WHAT IS EXPECTED –
Up to and including the line that contains "Task: Convert this", return every line from the start of the data, unchanged.
■ ■ ■ ■
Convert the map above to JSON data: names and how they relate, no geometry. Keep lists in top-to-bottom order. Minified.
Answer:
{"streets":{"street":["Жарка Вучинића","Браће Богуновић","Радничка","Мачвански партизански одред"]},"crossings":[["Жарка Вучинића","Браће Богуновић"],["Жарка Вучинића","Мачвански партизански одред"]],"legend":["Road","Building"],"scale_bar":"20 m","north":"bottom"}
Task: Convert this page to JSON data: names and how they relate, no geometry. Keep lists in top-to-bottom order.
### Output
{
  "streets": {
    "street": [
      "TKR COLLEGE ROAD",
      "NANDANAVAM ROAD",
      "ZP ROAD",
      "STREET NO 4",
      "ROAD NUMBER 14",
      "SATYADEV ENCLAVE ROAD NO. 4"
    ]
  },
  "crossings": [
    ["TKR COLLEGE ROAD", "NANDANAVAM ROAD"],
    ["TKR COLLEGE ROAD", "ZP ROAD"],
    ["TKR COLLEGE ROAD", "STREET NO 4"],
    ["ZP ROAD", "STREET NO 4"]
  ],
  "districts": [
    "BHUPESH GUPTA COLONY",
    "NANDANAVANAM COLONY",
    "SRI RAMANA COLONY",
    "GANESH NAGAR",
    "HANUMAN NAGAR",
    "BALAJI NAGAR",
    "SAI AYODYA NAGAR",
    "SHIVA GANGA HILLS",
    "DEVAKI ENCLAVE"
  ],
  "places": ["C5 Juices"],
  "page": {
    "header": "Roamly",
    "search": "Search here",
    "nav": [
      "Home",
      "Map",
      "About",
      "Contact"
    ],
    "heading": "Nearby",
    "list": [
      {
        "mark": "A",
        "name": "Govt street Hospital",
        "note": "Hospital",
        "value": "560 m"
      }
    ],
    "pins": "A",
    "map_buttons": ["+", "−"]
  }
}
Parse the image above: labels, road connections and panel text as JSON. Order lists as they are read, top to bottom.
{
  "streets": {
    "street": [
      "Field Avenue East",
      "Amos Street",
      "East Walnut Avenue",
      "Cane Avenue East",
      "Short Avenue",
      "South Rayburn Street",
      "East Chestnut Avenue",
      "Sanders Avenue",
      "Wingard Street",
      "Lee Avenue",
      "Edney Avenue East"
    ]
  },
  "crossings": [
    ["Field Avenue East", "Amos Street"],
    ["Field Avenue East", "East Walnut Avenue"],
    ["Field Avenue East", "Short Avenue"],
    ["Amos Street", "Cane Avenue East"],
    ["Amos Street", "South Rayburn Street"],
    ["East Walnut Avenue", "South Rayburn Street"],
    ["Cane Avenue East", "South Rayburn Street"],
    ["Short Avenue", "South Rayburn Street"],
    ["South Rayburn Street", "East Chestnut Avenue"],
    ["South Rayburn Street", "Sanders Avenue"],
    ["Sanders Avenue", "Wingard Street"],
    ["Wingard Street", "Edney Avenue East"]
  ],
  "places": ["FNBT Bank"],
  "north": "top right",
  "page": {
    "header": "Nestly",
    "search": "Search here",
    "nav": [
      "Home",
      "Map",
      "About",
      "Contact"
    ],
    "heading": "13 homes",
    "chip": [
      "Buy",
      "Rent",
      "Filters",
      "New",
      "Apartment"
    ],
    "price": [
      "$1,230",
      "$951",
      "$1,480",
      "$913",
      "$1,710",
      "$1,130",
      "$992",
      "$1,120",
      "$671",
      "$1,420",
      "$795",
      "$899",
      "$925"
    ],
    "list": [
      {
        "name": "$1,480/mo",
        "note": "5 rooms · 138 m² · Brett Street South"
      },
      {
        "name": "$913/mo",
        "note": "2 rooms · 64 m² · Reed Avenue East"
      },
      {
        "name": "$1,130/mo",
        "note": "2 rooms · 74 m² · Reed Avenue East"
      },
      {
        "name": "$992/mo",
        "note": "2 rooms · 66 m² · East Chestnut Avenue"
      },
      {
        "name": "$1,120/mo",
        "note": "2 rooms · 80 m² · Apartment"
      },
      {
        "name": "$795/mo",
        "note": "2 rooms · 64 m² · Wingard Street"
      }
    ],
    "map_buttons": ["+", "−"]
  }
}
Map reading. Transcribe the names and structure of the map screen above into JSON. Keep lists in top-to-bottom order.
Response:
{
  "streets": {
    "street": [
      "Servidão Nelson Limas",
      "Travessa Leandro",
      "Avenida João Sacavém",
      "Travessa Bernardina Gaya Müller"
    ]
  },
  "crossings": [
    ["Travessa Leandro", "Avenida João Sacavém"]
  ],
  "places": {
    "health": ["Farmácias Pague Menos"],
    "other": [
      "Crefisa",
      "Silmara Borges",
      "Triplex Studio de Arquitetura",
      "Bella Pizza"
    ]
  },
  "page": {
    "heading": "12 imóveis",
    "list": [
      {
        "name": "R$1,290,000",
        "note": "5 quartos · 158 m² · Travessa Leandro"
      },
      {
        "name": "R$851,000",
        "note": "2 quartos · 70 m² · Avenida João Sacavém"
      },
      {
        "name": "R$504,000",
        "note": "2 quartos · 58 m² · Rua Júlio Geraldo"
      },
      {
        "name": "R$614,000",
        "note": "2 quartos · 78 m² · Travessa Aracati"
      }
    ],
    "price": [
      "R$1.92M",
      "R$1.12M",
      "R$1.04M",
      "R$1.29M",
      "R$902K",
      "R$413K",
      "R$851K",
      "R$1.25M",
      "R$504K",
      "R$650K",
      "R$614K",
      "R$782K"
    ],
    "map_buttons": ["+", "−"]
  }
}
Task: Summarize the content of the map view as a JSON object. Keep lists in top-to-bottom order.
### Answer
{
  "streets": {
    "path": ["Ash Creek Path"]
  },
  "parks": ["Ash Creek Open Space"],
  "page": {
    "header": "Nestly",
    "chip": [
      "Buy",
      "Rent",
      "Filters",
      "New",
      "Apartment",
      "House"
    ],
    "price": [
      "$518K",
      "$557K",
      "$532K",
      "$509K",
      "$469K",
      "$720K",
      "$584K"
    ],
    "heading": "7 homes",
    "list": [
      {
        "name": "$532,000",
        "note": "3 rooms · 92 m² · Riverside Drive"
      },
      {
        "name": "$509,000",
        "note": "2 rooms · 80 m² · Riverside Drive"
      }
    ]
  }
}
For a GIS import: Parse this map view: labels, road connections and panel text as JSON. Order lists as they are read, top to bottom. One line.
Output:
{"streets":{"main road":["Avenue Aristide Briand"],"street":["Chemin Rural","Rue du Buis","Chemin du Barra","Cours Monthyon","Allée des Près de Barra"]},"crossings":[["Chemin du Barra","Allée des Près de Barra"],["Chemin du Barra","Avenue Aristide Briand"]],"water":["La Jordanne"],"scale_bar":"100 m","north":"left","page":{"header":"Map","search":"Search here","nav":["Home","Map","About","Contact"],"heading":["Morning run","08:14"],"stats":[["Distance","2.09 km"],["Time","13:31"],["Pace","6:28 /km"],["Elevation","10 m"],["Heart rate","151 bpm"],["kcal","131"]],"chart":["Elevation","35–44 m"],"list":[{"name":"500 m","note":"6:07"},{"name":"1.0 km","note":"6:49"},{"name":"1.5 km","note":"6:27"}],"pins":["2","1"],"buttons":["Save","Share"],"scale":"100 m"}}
■ ■ ■ ■
TASK RESULT –
Convert the map above to JSON data: names and how they relate, no geometry. Keep lists in top-to-bottom order. Minified.
Answer:
{"streets":{"street":["Жарка Вучинића","Браће Богуновић","Радничка","Мачвански партизански одред"]},"crossings":[["Жарка Вучинића","Браће Богуновић"],["Жарка Вучинића","Мачвански партизански одред"]],"legend":["Road","Building"],"scale_bar":"20 m","north":"bottom"}
Task: Convert this page to JSON data: names and how they relate, no geometry. Keep lists in top-to-bottom order.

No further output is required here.